» **TASK REQUIREMENTS**:
Count the lines of the data that have the word "bottom", then report the number without anything else.

══════════════════════════════

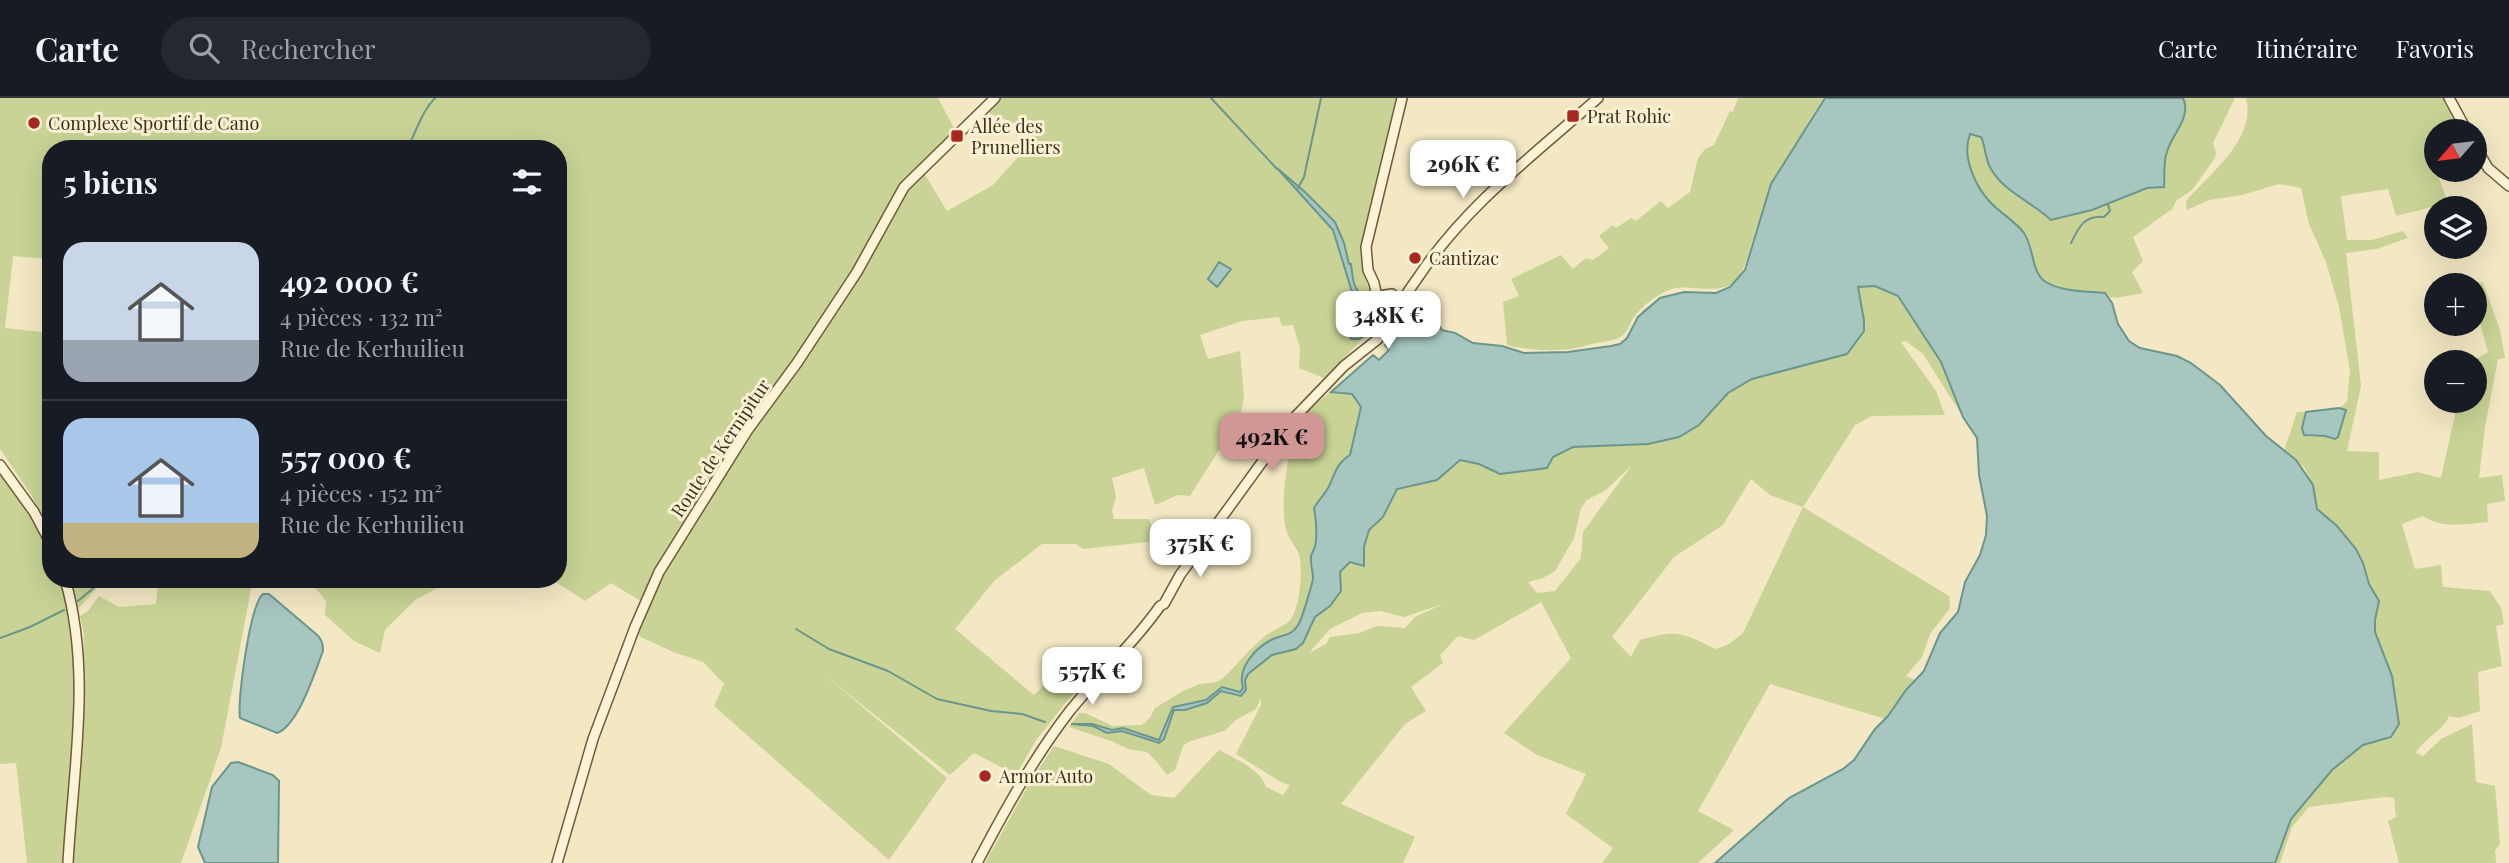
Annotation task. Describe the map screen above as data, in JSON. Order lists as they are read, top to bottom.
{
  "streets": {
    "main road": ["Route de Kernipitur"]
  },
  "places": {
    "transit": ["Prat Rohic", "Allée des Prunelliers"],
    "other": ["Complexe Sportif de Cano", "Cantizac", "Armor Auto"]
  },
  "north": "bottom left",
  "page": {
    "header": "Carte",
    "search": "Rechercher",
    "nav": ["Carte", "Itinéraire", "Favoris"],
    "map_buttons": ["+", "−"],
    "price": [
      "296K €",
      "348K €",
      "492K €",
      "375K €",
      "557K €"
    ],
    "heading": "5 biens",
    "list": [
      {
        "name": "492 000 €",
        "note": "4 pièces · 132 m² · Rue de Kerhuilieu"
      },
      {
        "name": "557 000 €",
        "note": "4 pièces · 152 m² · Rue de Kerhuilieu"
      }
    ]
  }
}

══════════════════════════════

» **FINISHED EXERCISE**:
2